Выбрать главу

Мать понимала, как необходимо нам знать английский язык (она прекрасно говорила по-английски), и поэтому старалась все делать для того, чтобы мы получили хорошие языковые навыки. Она никогда не сердилась на нас во время занятий и не заставляла зубрить, если мы ленились. Мать учила нас уважать разные религии и жить честно, в согласии со своей совестью.

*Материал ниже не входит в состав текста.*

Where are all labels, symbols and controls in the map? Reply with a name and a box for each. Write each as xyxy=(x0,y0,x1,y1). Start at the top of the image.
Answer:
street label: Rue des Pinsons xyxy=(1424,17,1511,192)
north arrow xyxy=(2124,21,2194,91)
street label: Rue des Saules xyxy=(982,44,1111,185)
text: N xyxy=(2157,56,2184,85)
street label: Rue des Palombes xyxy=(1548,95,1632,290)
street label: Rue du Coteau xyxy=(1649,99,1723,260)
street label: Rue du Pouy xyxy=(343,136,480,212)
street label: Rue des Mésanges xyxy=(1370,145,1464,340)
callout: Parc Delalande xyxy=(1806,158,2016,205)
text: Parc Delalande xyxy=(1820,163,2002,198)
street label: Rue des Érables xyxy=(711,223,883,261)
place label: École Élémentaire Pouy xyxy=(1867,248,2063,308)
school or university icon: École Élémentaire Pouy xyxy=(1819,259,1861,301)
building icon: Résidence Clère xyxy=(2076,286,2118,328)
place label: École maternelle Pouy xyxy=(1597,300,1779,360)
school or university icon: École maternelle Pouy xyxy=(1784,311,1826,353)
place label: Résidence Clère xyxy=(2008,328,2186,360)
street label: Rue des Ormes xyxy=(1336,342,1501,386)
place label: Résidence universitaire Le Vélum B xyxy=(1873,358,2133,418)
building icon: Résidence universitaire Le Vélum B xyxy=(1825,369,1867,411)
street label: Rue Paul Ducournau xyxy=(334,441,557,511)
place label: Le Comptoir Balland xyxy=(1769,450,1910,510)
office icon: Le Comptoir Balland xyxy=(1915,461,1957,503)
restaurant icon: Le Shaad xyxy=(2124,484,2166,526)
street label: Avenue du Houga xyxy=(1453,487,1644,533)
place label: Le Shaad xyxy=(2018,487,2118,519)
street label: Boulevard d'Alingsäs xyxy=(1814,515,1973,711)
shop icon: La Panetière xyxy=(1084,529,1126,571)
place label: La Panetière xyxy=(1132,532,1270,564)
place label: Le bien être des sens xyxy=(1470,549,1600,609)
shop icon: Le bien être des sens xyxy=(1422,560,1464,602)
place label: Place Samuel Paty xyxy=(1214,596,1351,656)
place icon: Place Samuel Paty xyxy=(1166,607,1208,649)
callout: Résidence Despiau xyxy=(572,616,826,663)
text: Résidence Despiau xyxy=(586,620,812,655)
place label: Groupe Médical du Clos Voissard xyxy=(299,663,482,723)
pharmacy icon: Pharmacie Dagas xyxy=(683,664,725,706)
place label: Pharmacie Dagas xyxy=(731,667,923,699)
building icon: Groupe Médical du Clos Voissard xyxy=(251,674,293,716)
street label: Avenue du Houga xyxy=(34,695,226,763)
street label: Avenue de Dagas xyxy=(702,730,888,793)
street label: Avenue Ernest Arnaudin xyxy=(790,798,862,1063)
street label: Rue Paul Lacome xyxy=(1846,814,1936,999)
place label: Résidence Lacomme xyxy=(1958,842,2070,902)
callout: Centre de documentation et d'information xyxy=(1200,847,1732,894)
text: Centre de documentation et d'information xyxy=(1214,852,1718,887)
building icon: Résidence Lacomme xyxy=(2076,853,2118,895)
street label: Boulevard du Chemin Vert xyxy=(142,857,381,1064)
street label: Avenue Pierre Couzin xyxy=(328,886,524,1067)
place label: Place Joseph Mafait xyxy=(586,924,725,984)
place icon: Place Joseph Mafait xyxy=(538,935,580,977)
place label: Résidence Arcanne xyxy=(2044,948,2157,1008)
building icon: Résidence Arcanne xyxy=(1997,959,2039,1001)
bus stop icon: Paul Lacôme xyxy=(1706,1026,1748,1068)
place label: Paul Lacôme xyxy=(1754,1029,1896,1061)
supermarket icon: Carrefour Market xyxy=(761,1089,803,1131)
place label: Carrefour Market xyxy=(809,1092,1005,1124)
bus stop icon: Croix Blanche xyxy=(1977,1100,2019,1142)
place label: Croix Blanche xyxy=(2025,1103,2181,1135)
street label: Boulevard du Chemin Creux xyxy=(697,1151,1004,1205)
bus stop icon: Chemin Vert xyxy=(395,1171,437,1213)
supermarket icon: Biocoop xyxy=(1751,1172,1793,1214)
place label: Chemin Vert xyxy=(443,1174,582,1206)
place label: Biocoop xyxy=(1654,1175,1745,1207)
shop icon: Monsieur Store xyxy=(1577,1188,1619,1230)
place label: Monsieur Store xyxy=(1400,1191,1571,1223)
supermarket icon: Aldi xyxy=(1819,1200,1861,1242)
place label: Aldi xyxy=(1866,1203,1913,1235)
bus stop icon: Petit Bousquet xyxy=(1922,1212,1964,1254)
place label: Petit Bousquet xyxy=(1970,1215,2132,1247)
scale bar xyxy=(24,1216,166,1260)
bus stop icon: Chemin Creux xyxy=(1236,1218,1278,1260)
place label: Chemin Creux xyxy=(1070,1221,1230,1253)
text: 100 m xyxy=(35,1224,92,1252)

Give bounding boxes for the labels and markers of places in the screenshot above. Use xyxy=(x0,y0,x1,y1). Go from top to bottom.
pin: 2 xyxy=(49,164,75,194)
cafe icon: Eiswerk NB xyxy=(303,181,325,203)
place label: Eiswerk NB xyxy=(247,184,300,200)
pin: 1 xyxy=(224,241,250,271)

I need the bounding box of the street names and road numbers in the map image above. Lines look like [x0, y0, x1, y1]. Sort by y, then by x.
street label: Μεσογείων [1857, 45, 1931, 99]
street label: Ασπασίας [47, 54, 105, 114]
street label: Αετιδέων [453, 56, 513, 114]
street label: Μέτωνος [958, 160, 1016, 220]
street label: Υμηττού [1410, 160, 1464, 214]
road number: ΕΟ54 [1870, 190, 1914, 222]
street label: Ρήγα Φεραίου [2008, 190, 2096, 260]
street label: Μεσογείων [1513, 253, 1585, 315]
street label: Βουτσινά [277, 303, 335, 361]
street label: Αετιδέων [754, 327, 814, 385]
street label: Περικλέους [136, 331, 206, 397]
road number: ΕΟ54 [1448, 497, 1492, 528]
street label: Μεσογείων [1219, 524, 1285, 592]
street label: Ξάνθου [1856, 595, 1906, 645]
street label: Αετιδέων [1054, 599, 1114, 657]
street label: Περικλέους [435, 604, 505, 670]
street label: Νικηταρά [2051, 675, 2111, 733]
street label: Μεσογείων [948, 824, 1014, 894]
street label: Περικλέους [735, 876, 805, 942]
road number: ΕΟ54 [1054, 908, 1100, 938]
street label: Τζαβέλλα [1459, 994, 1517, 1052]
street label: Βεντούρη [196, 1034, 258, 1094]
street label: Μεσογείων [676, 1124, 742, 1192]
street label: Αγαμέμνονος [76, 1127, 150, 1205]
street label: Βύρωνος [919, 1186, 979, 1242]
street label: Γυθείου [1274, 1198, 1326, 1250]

Она всегда что-то экспериментировала, поэтому соседи иногда поглядывали на нее осуждающе. К тому же затеи эти требовали не только много времени, но и денег. Так, мать держала пчел, выращивала экзотические растения, красиво вязала и прекрасно, шила, да еще и вкусно готовила, о чем я уже говорил. В общем, она — мой идеал матери. Я не только ел из ее рук, спал рядом с ней, но и был союзником во всех ее затеях и делах. Ведь я — самый младший в семье.

ПЧЕЛЫ

В Синадхае никто ничего толком не знал о пчелах, да и не пытался узнать. Люди думали, что они каким-то образом связаны с овощными культурами, поэтому их присутствие на участке, где обычно сажали баклажаны или тыквы, на вьющихся растениях, которые добирались до крыш домов, и даже в живой изгороди из вечно цветущих кустов принималось как само собой разумеющееся и даже поощрялось. Пчелы были как бы частью деревенской жизни, подобно сельским песням или устным преданиям.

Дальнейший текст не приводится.